Note that I'm assuming a 1/7 chance of being born on a Wednesday. If the probability for being born on Wednesday is w, then the answer would be (1-w)/w.

I know that's sort of not the point of the question, but I wanted to bring it up.

If you take into account the CDC's report that there are more people born mid-week than on weekends, etc. then the answer is slightly less than 6. For the point of argument though, the correct answer is 6.

But let me see if I can cut thru the remaining clutter.

If you shuffled a deck of cards and started flipping cards, how many cards can you expect to flip before flipping the [specific card] ?

Did you say 26? Good! (Note, the answer could be 25, or 25.5 depending on how anal you are about the math and phrasing.)

What about if you shuffled the deck, flipped one card, and put it back and reshuffled? How many times would you expect to do that before flipping the desired card?

Did you say 52? Great. (or 51 if you're anal.)

That's the difference between "sampling without replacement" and "sampling with replacement"

In the case of birthdays, with 7 billion people on this planet, although we may be careful not to ask the same person twice, the pool size is large enough that the math works by "sampling with replacement".

With this type of question, the answer is always the number of possibilities. Or minus 1 depending on the wording.

The reason this number is so low is because you're comparing each new response, to every response alreay provided, so the number of combinations increases exponentially with each person added to the pool.Quote:ewjones080So this reminds me of that birthday problem. I think that states: How many people do you need to have in a room for there to be a 95% chance at least two share a birthday, and its a surprisingly low answer, like 29 right?

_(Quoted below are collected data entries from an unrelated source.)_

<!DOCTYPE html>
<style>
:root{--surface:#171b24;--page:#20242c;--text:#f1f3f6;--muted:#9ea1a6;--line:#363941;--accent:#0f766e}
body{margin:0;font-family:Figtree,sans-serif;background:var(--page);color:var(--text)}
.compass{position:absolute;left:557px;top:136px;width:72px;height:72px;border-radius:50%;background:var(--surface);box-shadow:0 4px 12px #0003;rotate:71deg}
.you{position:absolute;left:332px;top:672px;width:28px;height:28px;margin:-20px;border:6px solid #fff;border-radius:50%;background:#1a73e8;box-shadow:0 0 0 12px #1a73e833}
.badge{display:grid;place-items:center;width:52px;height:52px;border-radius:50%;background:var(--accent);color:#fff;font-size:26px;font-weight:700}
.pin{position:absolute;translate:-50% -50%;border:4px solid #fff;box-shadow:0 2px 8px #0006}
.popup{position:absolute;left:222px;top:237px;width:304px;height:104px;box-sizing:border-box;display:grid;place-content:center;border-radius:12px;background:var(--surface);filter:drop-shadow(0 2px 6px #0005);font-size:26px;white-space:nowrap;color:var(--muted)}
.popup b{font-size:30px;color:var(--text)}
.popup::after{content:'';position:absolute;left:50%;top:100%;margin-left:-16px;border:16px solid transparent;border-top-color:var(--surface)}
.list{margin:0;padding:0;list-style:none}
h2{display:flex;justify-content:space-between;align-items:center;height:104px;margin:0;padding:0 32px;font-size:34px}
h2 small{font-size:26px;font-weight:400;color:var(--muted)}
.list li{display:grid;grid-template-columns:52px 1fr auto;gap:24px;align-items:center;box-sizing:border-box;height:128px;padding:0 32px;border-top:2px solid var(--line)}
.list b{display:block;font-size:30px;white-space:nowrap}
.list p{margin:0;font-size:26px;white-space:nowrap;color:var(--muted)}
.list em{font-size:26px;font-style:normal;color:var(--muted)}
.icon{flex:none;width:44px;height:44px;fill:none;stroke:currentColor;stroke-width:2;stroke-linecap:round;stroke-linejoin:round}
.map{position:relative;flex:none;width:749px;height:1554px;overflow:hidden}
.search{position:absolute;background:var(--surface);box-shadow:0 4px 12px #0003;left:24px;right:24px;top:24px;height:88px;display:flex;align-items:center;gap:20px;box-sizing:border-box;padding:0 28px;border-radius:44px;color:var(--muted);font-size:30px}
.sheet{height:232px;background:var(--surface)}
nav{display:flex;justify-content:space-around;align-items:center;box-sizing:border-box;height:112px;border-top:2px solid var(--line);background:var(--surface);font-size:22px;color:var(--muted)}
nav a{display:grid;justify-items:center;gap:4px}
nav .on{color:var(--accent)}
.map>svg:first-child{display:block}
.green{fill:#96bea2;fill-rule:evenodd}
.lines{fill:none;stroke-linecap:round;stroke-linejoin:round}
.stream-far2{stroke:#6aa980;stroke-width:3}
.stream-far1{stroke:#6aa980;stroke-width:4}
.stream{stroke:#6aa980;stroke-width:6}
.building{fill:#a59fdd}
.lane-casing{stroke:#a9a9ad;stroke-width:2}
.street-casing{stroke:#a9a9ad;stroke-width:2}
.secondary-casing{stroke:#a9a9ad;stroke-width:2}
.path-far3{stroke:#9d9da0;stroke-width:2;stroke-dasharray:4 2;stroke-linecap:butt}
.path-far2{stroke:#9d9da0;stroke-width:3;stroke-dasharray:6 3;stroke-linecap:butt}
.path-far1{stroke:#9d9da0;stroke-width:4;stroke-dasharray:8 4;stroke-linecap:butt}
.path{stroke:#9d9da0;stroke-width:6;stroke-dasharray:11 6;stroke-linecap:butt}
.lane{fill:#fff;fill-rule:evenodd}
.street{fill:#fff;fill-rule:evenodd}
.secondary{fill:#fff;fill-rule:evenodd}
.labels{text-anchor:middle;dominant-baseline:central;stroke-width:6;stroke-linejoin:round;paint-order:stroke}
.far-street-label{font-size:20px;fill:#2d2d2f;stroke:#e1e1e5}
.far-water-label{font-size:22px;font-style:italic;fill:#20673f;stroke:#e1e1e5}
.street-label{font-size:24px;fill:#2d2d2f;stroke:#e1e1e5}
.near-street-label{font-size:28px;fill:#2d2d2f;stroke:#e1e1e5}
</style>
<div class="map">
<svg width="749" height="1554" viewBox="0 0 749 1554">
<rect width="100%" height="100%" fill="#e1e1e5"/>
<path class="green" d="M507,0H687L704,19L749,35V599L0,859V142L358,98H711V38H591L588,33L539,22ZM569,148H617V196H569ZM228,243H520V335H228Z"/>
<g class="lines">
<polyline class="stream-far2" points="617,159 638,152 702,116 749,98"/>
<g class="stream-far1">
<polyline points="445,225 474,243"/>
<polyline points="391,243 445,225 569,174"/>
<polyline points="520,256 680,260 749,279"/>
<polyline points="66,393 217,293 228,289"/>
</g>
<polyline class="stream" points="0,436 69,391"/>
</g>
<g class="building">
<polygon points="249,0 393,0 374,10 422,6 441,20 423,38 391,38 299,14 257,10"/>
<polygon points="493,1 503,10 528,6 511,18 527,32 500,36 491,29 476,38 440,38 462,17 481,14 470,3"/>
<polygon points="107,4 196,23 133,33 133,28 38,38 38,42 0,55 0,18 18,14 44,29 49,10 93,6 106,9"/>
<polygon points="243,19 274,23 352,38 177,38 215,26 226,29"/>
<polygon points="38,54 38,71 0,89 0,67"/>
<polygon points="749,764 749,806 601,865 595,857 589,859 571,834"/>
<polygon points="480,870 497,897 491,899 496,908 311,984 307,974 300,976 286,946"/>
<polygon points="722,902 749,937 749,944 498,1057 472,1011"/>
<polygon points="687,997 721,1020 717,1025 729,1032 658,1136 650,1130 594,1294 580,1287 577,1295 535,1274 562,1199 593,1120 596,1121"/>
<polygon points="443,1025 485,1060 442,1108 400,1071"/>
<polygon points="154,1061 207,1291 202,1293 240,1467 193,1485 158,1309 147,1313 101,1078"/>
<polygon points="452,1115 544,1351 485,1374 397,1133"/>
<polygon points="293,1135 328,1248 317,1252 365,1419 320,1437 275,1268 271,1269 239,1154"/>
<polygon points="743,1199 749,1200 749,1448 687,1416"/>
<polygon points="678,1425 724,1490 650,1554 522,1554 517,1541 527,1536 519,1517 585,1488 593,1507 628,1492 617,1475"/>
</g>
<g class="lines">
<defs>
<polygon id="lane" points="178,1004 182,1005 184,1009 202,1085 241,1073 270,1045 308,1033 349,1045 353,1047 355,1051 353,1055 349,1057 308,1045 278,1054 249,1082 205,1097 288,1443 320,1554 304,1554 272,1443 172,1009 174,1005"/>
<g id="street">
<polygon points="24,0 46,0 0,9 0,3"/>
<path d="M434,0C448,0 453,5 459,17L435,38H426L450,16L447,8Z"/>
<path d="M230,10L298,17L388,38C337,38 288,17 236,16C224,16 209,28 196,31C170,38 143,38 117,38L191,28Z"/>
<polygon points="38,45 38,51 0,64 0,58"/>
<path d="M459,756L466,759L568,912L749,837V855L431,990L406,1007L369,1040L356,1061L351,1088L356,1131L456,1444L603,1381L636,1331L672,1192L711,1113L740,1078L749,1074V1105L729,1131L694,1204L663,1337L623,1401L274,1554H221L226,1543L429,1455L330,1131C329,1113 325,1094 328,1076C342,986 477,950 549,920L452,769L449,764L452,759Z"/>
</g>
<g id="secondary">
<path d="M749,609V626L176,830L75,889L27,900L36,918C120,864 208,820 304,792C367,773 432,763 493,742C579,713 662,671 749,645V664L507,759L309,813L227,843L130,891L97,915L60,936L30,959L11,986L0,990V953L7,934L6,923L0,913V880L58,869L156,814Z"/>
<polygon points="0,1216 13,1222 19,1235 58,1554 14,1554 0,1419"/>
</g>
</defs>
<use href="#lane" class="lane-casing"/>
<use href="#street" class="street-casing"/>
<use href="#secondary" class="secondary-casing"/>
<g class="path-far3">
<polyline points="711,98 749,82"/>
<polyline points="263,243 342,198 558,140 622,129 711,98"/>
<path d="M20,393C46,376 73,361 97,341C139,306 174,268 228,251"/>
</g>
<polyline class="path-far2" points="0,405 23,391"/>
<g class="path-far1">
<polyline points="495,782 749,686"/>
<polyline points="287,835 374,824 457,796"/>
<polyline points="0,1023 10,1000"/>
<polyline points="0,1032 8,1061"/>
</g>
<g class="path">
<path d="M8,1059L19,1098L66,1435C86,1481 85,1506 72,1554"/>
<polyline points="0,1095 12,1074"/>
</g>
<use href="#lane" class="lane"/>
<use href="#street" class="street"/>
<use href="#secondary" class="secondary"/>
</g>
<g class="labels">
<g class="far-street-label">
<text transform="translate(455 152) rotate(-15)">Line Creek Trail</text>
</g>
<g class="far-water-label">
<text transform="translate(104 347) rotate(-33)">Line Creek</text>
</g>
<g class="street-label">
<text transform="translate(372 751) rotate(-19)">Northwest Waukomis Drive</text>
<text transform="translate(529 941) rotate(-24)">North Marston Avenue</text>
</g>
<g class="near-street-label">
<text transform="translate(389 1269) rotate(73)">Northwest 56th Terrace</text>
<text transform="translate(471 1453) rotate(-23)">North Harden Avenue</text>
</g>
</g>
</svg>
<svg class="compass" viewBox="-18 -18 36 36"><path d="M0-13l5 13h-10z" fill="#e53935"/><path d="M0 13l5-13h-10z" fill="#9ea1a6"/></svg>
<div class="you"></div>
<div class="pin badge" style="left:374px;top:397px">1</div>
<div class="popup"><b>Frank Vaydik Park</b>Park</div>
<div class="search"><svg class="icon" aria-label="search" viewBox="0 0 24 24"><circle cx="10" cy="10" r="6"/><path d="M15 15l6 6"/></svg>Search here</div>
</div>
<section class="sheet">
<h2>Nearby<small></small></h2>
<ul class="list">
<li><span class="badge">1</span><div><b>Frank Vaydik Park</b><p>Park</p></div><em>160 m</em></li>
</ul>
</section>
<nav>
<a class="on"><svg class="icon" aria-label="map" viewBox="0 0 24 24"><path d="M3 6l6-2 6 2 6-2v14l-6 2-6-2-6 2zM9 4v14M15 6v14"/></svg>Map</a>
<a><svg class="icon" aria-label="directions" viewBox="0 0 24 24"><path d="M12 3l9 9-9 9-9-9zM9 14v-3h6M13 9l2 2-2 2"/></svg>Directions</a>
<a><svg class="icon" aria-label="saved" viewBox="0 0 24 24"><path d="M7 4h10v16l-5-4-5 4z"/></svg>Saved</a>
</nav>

Here's another way to look at things.

If you started asking people their birthday (month and day), how many people would you expect to ask before you get a response that is the same as the previous person's response?

The answer is 365.25

Quote:DocI think what you calculated there is the probability that you will meet the first "Wednesday" person at some point before having met four people born on other days. That is a different issue than the "expected" number of people you will meet before meeting someone born on Wednesday. You need to calculate the expected value of the number of people you will meet.

The formula I presented calculates the Expected Value of the number of people met including the Wednesday person and subtracts 1.

EV(excluding) = -1 + EV(including) = -1 + 1*P(1) + 2*P(2) + 3*P(3) + ... + n*P(n) + ...

Thanks. The moment you said "Expected Value" it made sense.

Quote:WizardNote that I'm assuming a 1/7 chance of being born on a Wednesday. If the probability for being born on Wednesday is w, then the answer would be (1-w)/w.

I was going to bring that up. Is there any kind of data of the weekday distribution of births? Did you run across any in your actuarial work?